*Task statement*.
Once the images are removed, repeat all of the entries exactly.

—————

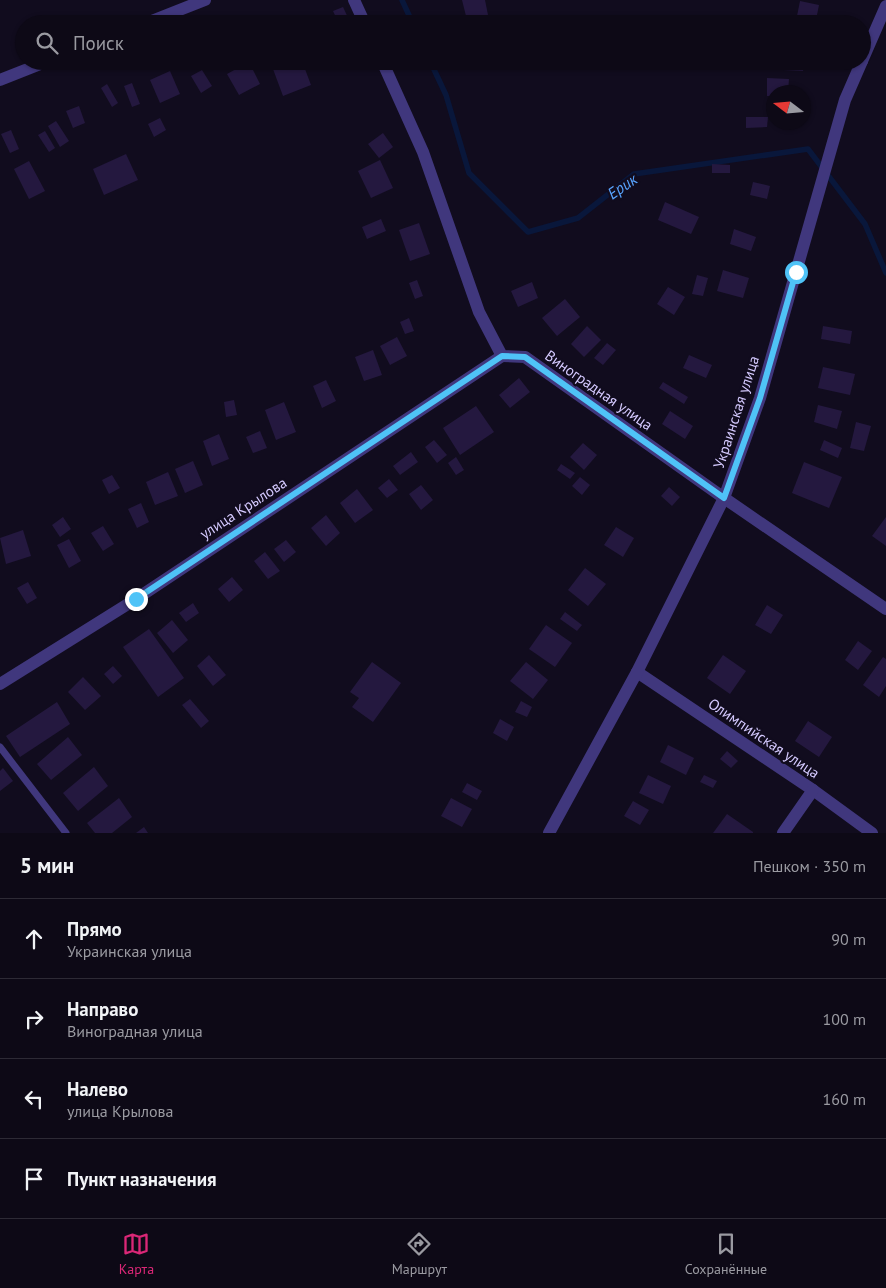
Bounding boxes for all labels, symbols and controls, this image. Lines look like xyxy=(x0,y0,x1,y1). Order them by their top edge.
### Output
search box xyxy=(15,15,871,70)
icon: search xyxy=(33,29,61,57)
text: Поиск xyxy=(73,31,124,55)
north arrow xyxy=(766,85,811,130)
water label: Ерик xyxy=(603,168,641,203)
route start xyxy=(785,261,808,284)
street label: Виноградная улица xyxy=(541,346,657,434)
street label: Украинская улица xyxy=(709,353,763,471)
street label: улица Крылова xyxy=(196,473,290,543)
route end xyxy=(125,588,148,611)
street label: Олимпийская улица xyxy=(705,694,823,782)
text: 5 мин xyxy=(20,852,74,879)
text: Пешком · 350 m xyxy=(753,856,866,876)
text: Прямо xyxy=(67,917,122,941)
icon: ahead xyxy=(20,925,48,953)
text: 90 m xyxy=(831,929,866,949)
text: Украинская улица xyxy=(67,941,192,961)
text: Направо xyxy=(67,997,138,1021)
icon: right xyxy=(20,1005,48,1033)
text: 100 m xyxy=(823,1009,866,1029)
text: Виноградная улица xyxy=(67,1021,203,1041)
text: Налево xyxy=(67,1077,128,1101)
icon: left xyxy=(20,1085,48,1113)
text: 160 m xyxy=(823,1089,866,1109)
text: улица Крылова xyxy=(67,1101,174,1121)
icon: arrive xyxy=(20,1165,48,1193)
text: Пункт назначения xyxy=(67,1167,217,1191)
tab: Карта xyxy=(119,1230,154,1278)
tab: Маршрут xyxy=(392,1230,447,1278)
tab: Сохранённые xyxy=(685,1230,767,1278)

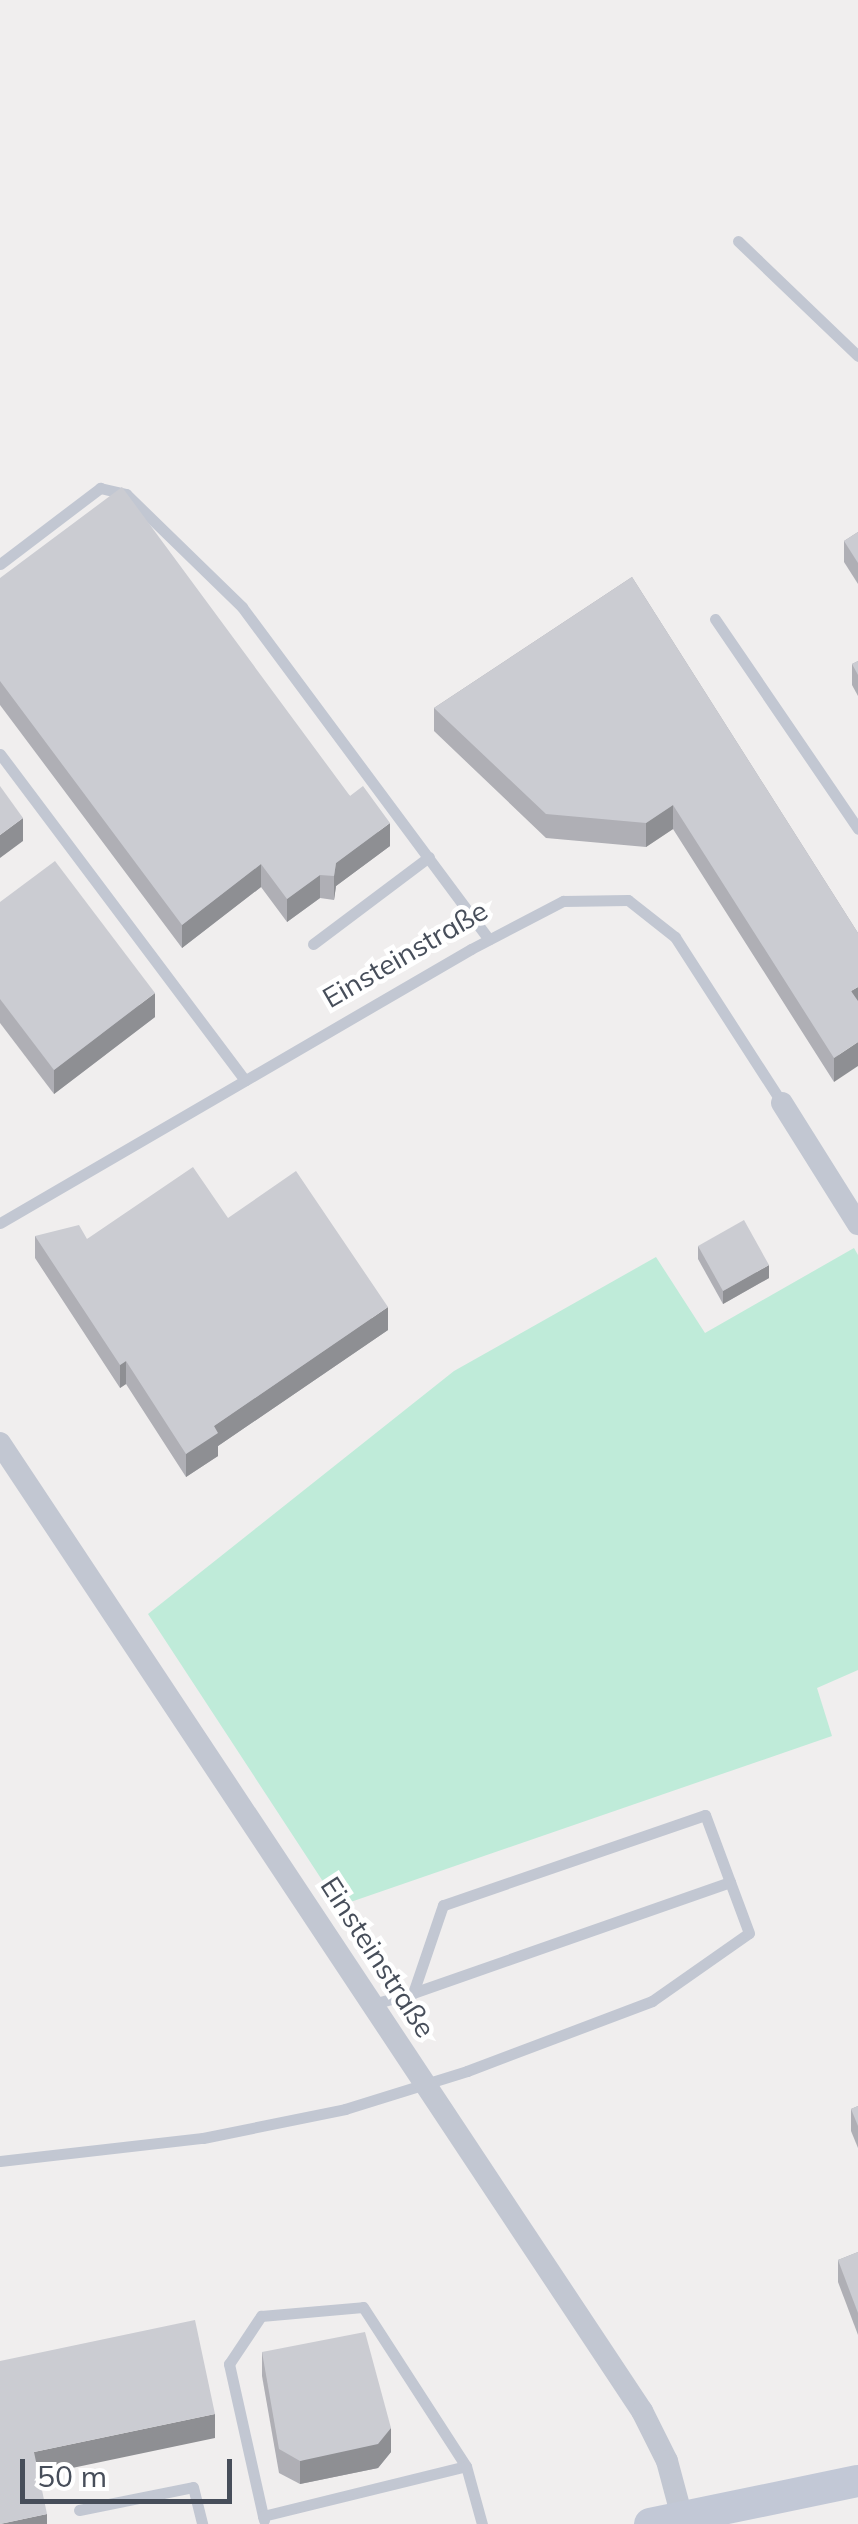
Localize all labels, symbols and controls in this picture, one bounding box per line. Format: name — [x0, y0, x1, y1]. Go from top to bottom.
street label: Einsteinstraße — [317, 893, 493, 1015]
street label: Einsteinstraße — [314, 1870, 442, 2044]
scale bar — [25, 2439, 238, 2501]
text: 50 m — [37, 2457, 107, 2495]

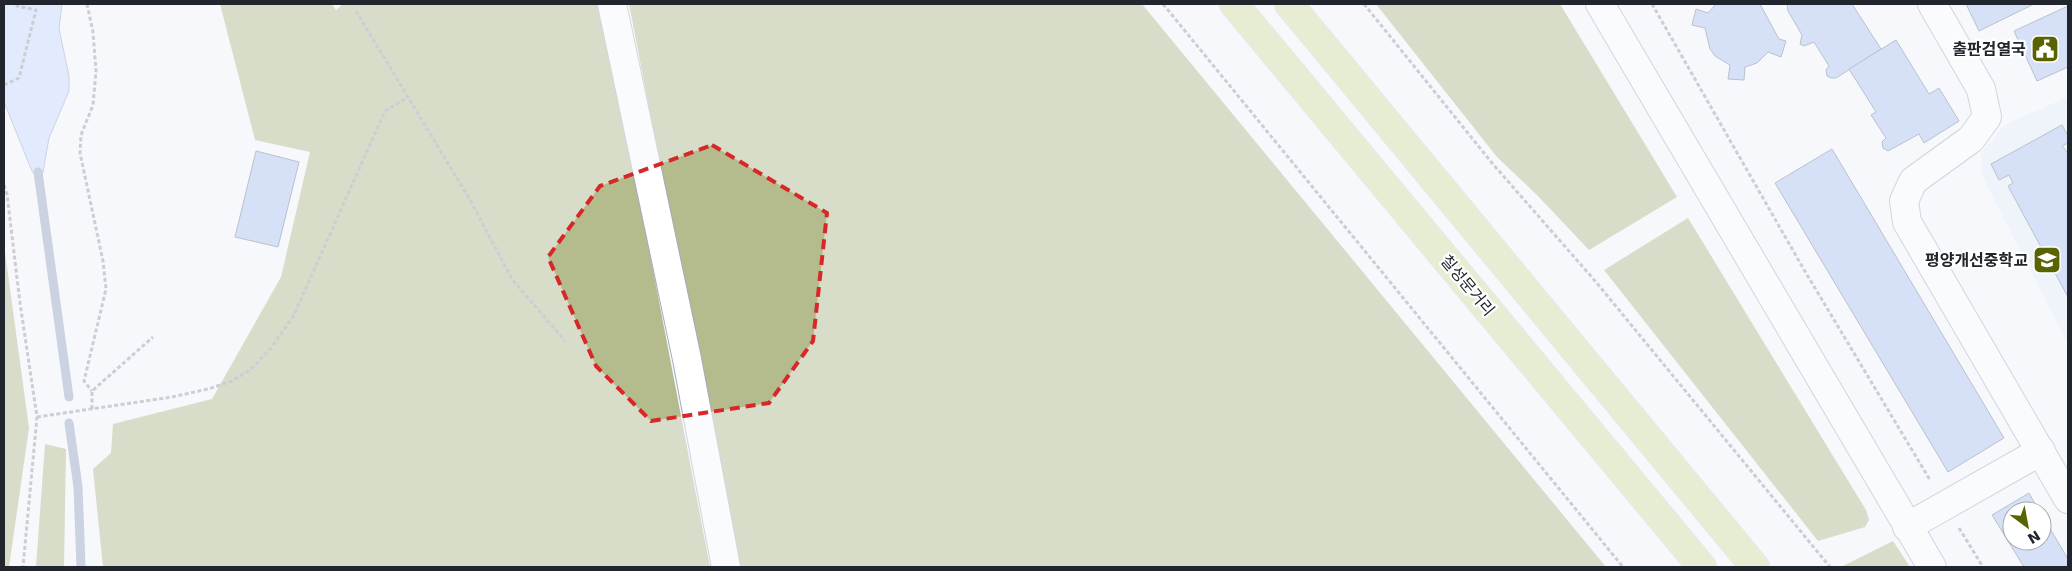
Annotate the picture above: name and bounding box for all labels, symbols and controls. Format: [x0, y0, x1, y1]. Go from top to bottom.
public building icon: 출판검열국 [2030, 34, 2060, 64]
place label: 출판검열국 [1952, 40, 2026, 59]
school or university icon: 평양개선중학교 [2032, 245, 2062, 275]
street label: 칠성문거리 [1437, 251, 1499, 320]
place label: 평양개선중학교 [1925, 251, 2028, 270]
north arrow [2002, 501, 2052, 551]
text: N [2025, 527, 2043, 547]

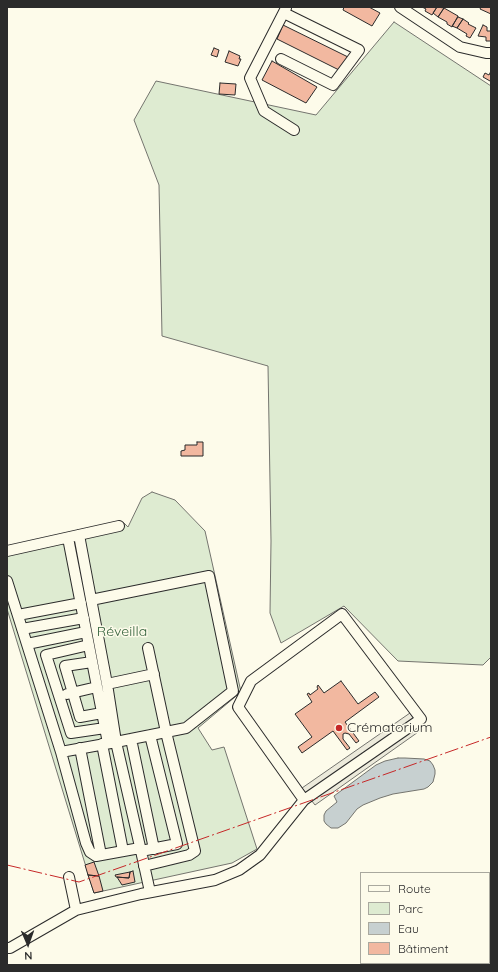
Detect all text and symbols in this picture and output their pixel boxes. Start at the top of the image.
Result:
park label: Réveilla [97,624,147,640]
place label: Crématorium [347,720,433,736]
marker: Crématorium [334,723,344,733]
legend [360,872,490,964]
text: Route [398,881,431,896]
text: Parc [398,901,423,916]
text: Eau [398,921,419,936]
north arrow [8,924,48,964]
text: Bâtiment [398,941,448,956]
text: N [24,949,33,963]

—————

*Finished task*.
Bounding boxes for all labels, symbols and controls, this image. Lines look like xyxy=(x0,y0,x1,y1). Order them by their top edge.
### Output
search box xyxy=(15,15,871,70)
icon: search xyxy=(33,29,61,57)
text: Поиск xyxy=(73,31,124,55)
north arrow xyxy=(766,85,811,130)
water label: Ерик xyxy=(603,168,641,203)
route start xyxy=(785,261,808,284)
street label: Виноградная улица xyxy=(541,346,657,434)
street label: Украинская улица xyxy=(709,353,763,471)
street label: улица Крылова xyxy=(196,473,290,543)
route end xyxy=(125,588,148,611)
street label: Олимпийская улица xyxy=(705,694,823,782)
text: 5 мин xyxy=(20,852,74,879)
text: Пешком · 350 m xyxy=(753,856,866,876)
text: Прямо xyxy=(67,917,122,941)
icon: ahead xyxy=(20,925,48,953)
text: 90 m xyxy=(831,929,866,949)
text: Украинская улица xyxy=(67,941,192,961)
text: Направо xyxy=(67,997,138,1021)
icon: right xyxy=(20,1005,48,1033)
text: 100 m xyxy=(823,1009,866,1029)
text: Виноградная улица xyxy=(67,1021,203,1041)
text: Налево xyxy=(67,1077,128,1101)
icon: left xyxy=(20,1085,48,1113)
text: 160 m xyxy=(823,1089,866,1109)
text: улица Крылова xyxy=(67,1101,174,1121)
icon: arrive xyxy=(20,1165,48,1193)
text: Пункт назначения xyxy=(67,1167,217,1191)
tab: Карта xyxy=(119,1230,154,1278)
tab: Маршрут xyxy=(392,1230,447,1278)
tab: Сохранённые xyxy=(685,1230,767,1278)

Localize all labels, symbols and controls in this picture, one bounding box per line. Format: name — [x0, y0, x1, y1]. Go from top to bottom.
street label: Einsteinstraße — [317, 893, 493, 1015]
street label: Einsteinstraße — [314, 1870, 442, 2044]
scale bar — [25, 2439, 238, 2501]
text: 50 m — [37, 2457, 107, 2495]

Annotate the picture above: name and bounding box for all labels, symbols and controls. Format: [x0, y0, x1, y1]. Go from top to bottom.
public building icon: 출판검열국 [2030, 34, 2060, 64]
place label: 출판검열국 [1952, 40, 2026, 59]
school or university icon: 평양개선중학교 [2032, 245, 2062, 275]
street label: 칠성문거리 [1437, 251, 1499, 320]
place label: 평양개선중학교 [1925, 251, 2028, 270]
north arrow [2002, 501, 2052, 551]
text: N [2025, 527, 2043, 547]

Detect all text and symbols in this picture and output their pixel boxes. Start at the top of the image.
Result:
park label: Réveilla [97,624,147,640]
place label: Crématorium [347,720,433,736]
marker: Crématorium [334,723,344,733]
legend [360,872,490,964]
text: Route [398,881,431,896]
text: Parc [398,901,423,916]
text: Eau [398,921,419,936]
north arrow [8,924,48,964]
text: Bâtiment [398,941,448,956]
text: N [24,949,33,963]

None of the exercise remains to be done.